Working with JUBE

Last updated on 2025-06-24 | Edit this page

Overview

Questions

Which actions need to be taken when running JUBE?
Which commands correspond to which state in a JUBE workflow?

Objectives

List the basic commands for running a JUBE workflow.
Specify the purpose of each top-level command.
Name the different states a JUBE workflow can have.

JUBE workflows are started with the command jube run <jube-spec>. The configuration file can be either an XML or a YAML file.

A minimal configuration in XML contains the tags <jube> and <benchmark>.

XML

<?xml version="1.0" encoding="UTF-8"?>
<jube>
  <benchmark name="hello_world" outpath="bench_run">
    <comment>A simple workflow example</comment>
    <!-- further configuration goes here -->
  </benchmark>
</jube>

YAML

name: hello_world
outpath: bench_run
comment: A simple workflow example

This minimal configuration does not include any definition of workflow steps and the output will look similar to the following:

OUTPUT

######################################################################
# benchmark: hello_world
# id: 0
#
# A simple workflow example
######################################################################

Running workpackages (#=done, 0=wait, E=error):
............................................................ (  0/  0)

  | stepname | all | open | wait | error | done |
  |----------|-----|------|------|-------|------|

>>>> Benchmark information and further useful commands:
>>>>       id: 0
>>>>   handle: episodes/files/bench_run
>>>>      dir: episodes/files/bench_run/000000
>>>>  analyse: jube analyse episodes/files/bench_run --id 0
>>>>   result: jube result episodes/files/bench_run --id 0
>>>>     info: jube info episodes/files/bench_run --id 0
>>>>      log: jube log episodes/files/bench_run --id 0
######################################################################

Query the status of a workflow

To check whether a run with a given id if finished or not, you can use the jube status command. Oviously, the workflow you just executed is finished.

SH

$ jube status --id 0

OUTPUT

FINISHED

Defining a workflow

With no steps defined, the workflow will immediatley complete without specific actions executed, other than file JUBE-internal handling of the run and creation of corresponding directories and files.

Looking into the benchmark output directory created, we will see somethin that will look similar to the following stucture:

SH

$ tree bench_run        # the tree command provides a nice tree for the directory structure

OUTPUT

bench_run               # the given outpath
|
+- 000000               # the benchmark id
   |
   +- analyse.log       # accumulated log information for analyse command
   +- analyse.xml       # the retrieved analyse information
   +- configuration.xml # the stored benchmark configuration
   +- parse.log         # log information
   +- result.log        # accumulated log information for result command
   +- run.log           # accumulated log information for run command
   +- timestamps        # accumulated of change timestamps
   +- workpackages.xml  # workpackage information

Log Files

The files ending in .log collect details on the execution of the corresponding commands. Users will only be interested in evaluating these files when debugging a workflow.
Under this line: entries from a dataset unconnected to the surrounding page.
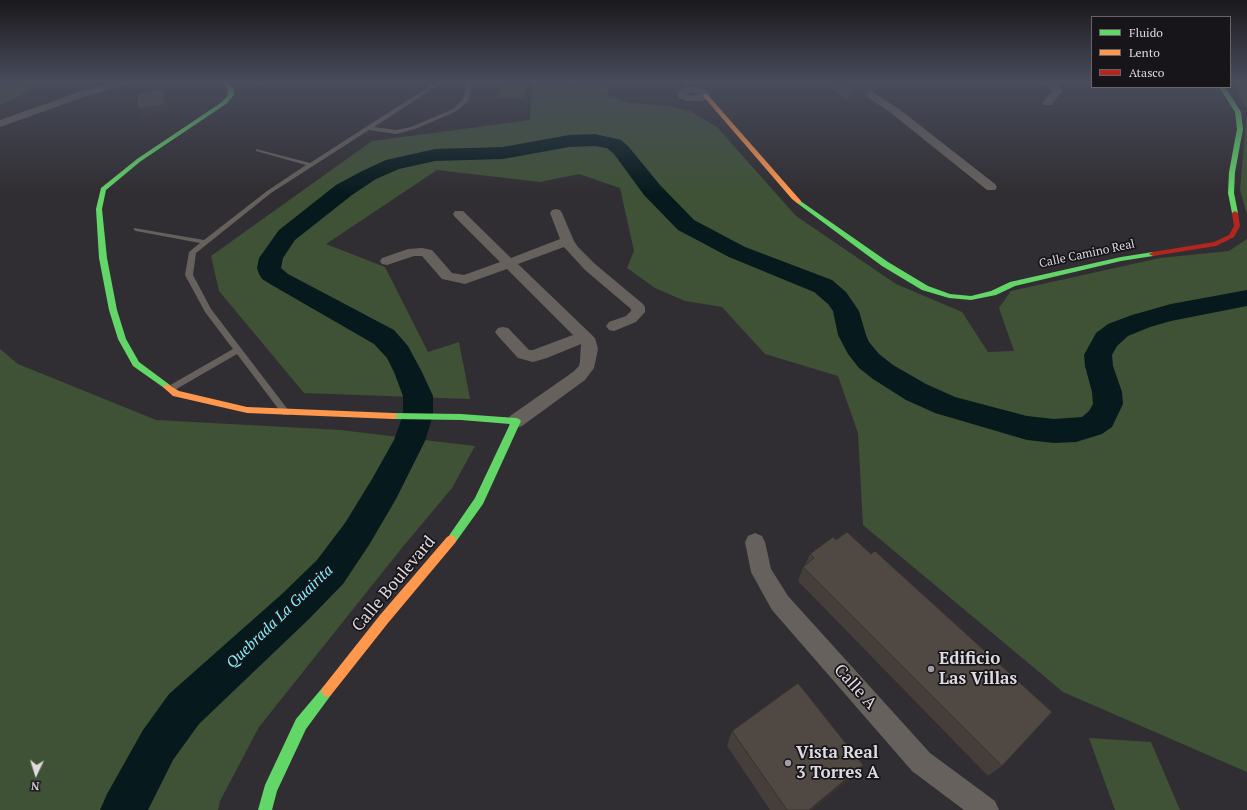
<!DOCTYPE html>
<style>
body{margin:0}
#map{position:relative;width:1247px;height:810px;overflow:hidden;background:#312e33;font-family:"PT Serif",serif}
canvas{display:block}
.legend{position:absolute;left:1091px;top:16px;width:140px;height:72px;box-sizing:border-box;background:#18151a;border:1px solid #676469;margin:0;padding:5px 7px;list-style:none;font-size:12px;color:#dedae0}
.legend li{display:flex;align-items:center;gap:8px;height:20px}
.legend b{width:20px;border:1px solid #676469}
.north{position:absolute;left:16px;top:754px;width:40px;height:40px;-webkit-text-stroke:3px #18151a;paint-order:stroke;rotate:184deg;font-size:11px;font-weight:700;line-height:16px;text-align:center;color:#dedae0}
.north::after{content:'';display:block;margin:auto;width:14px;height:18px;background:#dedae0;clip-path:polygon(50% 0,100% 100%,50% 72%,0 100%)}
</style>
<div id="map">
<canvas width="1247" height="810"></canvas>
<ul class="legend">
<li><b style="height:5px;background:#63d668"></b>Fluido</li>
<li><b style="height:5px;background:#ff974d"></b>Lento</li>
<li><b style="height:5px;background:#b3261e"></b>Atasco</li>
</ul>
<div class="north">N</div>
</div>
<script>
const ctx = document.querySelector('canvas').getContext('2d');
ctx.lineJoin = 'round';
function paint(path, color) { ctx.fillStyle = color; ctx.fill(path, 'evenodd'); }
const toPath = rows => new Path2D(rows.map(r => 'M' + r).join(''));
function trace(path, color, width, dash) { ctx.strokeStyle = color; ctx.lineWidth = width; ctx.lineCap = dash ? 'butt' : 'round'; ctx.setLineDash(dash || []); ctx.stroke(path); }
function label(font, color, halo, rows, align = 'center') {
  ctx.font = font + ' "PT Serif",serif'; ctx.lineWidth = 3.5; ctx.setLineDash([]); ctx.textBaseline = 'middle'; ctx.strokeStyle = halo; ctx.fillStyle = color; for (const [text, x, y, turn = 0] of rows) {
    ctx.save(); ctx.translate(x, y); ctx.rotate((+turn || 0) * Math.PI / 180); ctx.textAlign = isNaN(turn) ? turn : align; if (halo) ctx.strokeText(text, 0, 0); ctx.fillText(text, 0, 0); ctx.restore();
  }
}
paint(toPath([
 [0,81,12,81,32,89,0,105],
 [504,81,529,81,524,98,497,97],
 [534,81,564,81,567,88,581,83,581,81,613,81,606,95,631,103,669,106,690,111,717,127,796,216,896,284,962,312,988,352,1014,351,999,308,1011,291,1160,258,1229,251,1247,239,1247,772,1063,692,863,525,858,433,838,376,765,354,722,307,685,301,655,288,627,268,634,251,620,188,579,174,540,182,437,170,326,244,385,267,428,352,459,342,470,399,304,393,219,291,211,256,372,141,530,120,532,86],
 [1232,81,1247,81,1247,109],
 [1247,111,1247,215,1240,190],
 [0,349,18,364,156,420,340,430,475,446,452,488,401,549,259,727,220,801,218,810,0,810],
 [1089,738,1151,742,1180,810,1115,810]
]), '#3f5236');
paint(toPath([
 [595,134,621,140,628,146,660,185,694,220,745,247,832,280,846,292,859,311,866,335,869,342,879,354,893,365,926,384,955,397,989,406,1027,416,1054,419,1082,417,1089,411,1093,404,1092,392,1085,366,1084,355,1096,333,1108,324,1132,315,1171,304,1247,290,1247,306,1171,321,1150,327,1128,336,1117,346,1112,355,1113,366,1122,392,1123,404,1112,427,1102,434,1076,442,1054,443,1027,440,935,413,906,400,873,379,859,368,848,354,838,335,833,311,828,304,814,292,729,257,678,230,644,195,614,154,607,148,595,146,569,147,503,159,435,161,399,169,376,179,352,195,295,240,283,258,281,268,288,274,394,330,408,346,422,372,433,396,433,415,425,441,396,499,369,545,343,584,309,619,199,724,173,760,148,810,100,810,107,794,143,730,169,694,283,593,317,560,345,523,372,479,394,440,403,415,403,396,394,372,387,358,374,344,270,284,262,279,259,274,257,268,259,258,279,230,336,185,362,171,386,160,435,149,503,147,569,135,595,134]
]), '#061a1d');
paint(toPath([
 [232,81,239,81,229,86,224,85,232,81],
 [259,81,266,81,258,86,254,86,254,84,259,81],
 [448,81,459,81,437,86,374,127,396,130,411,127,453,109,463,99,466,85,462,81,468,81,472,85,469,100,457,111,415,129,396,134,369,130,271,193,196,253,193,275,211,309,289,411,291,413,289,415,283,415,237,354,173,391,167,391,166,389,167,387,233,349,205,312,185,275,189,252,200,243,136,231,134,230,134,228,204,240,267,191,306,165,256,151,256,149,310,163,433,84,448,81]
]), '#66615d');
paint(toPath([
 [120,81,136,81,134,83,87,96,0,127,0,120,79,92,120,81],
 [844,81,856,81,899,109,995,184,997,187,995,190,987,190,891,113,844,81],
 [1034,81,1052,81,1063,90,1051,105,1043,105,1042,103,1052,91,1045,85,1036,83,1034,81],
 [687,86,705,89,710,95,704,101,685,101,678,97,677,93,684,87,687,86],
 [689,92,699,94,700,94,691,96,687,94,689,92],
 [556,209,560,210,562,213,574,241,578,247,595,264,643,304,645,307,645,312,636,322,614,331,609,330,606,326,609,322,626,316,631,311,631,309,585,270,564,247,518,264,595,338,598,349,594,368,585,380,522,426,516,428,510,426,507,421,510,416,573,372,579,366,580,361,581,344,547,358,533,362,518,358,498,336,495,332,498,328,503,327,508,328,529,350,533,350,573,335,507,269,465,284,442,279,422,256,414,256,387,265,382,264,380,261,382,258,408,249,422,248,432,250,452,273,464,275,500,262,455,217,453,214,455,211,463,211,511,258,560,239,550,213,552,210,556,209],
 [755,533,762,536,765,542,771,569,788,596,930,753,995,801,999,810,964,810,912,771,772,610,751,572,745,542,748,536,755,533]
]), '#66615d');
paint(toPath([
 [219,81,225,81,233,88,234,95,226,104,141,161,106,190,102,209,107,258,117,310,126,339,139,362,170,385,171,387,170,389,167,390,133,366,118,339,109,310,99,258,96,209,101,188,137,159,222,102,228,95,227,88,219,81],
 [1219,87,1225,87,1241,112,1243,129,1235,172,1234,193,1238,213,1235,215,1232,213,1228,193,1229,172,1237,129,1235,112,1219,87],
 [799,200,888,262,928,286,950,294,971,296,991,291,1010,282,1121,257,1153,252,1157,254,1153,256,1121,261,1015,286,996,295,971,300,949,298,922,290,882,266,797,203,796,202,799,200],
 [393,413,461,414,516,418,519,419,521,421,483,504,455,543,451,545,447,543,446,540,475,498,510,424,461,420,393,419,390,418,388,416,390,414,393,413],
 [327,685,331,687,333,691,331,695,306,729,277,791,272,810,258,810,265,785,296,719,323,687,327,685]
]), '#63d668');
paint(toPath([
 [703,94,707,94,801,201,801,203,797,203,792,199,703,96,703,94],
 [167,384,179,391,247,407,393,413,396,414,398,416,396,418,393,419,247,413,173,396,163,387,167,384],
 [451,535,455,537,456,540,455,543,388,623,331,695,327,697,323,695,321,691,323,687,380,615,447,537,451,535]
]), '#ff974d');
paint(toPath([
 [1235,211,1238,213,1240,226,1234,237,1216,246,1153,256,1149,254,1153,252,1214,242,1229,235,1234,226,1232,213,1235,211]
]), '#b3261e');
paint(toPath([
 [829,81,872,81,867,98,848,101,828,86],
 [833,537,1002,766,988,776,798,581,803,567,805,565,810,554],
 [732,731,863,765,850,779,812,810,770,810,727,746]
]), '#453e3a');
paint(toPath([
 [854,81,872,81,867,98,848,101],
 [163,89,166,96,169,111,142,116,138,109],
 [863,765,850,779,812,810,809,810]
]), '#38322f');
const building = toPath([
 [163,89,165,104,138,109,137,94,163,89],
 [847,532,871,554,875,551,1052,712,1002,766,803,567,814,558,810,554,833,537,836,540,847,532],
 [798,683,863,765,809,810,787,810,732,731,798,683]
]);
paint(building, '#504843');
trace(building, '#38322f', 1);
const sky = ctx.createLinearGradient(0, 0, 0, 194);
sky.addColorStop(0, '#1b191c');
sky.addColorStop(0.42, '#484c5b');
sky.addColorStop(1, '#484c5b00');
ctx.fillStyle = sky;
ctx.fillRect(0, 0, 1247, 194);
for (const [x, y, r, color] of [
 [931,669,4,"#a19ea3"],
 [788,763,4,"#a19ea3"]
]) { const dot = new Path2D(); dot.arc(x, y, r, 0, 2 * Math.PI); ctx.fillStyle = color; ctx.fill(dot); trace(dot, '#18151a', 1.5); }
label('12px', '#dedae0', '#18151a', [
 ["Calle Camino Real",1087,254,-12]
]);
label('italic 15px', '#7ff2fd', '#18151a', [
 ["Quebrada La Guairita",280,617,-44]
]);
label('17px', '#dedae0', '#18151a', [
 ["Calle Boulevard",394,584,-50],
 ["Calle A",855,687,48]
]);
label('bold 17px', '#dedae0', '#18151a', [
 ["Edificio",939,659],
 ["Las Villas",939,679],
 ["Vista Real",796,753],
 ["3 Torres A",796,773]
], 'left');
</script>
Instead of opening the file directly (which would be possible), you can also use the jube log command to show the log of a given command.

SH

$ jube log --command run --id <id>

OUTPUT

tbd.

Configuration Files

The files ending in .xml save configuration information of the workflow. The file configuration.xml holds a copy of the overall configuration used to start the workflow. The file workpackages.xml holds information about individual instances of parameters in a specific step of the workflow.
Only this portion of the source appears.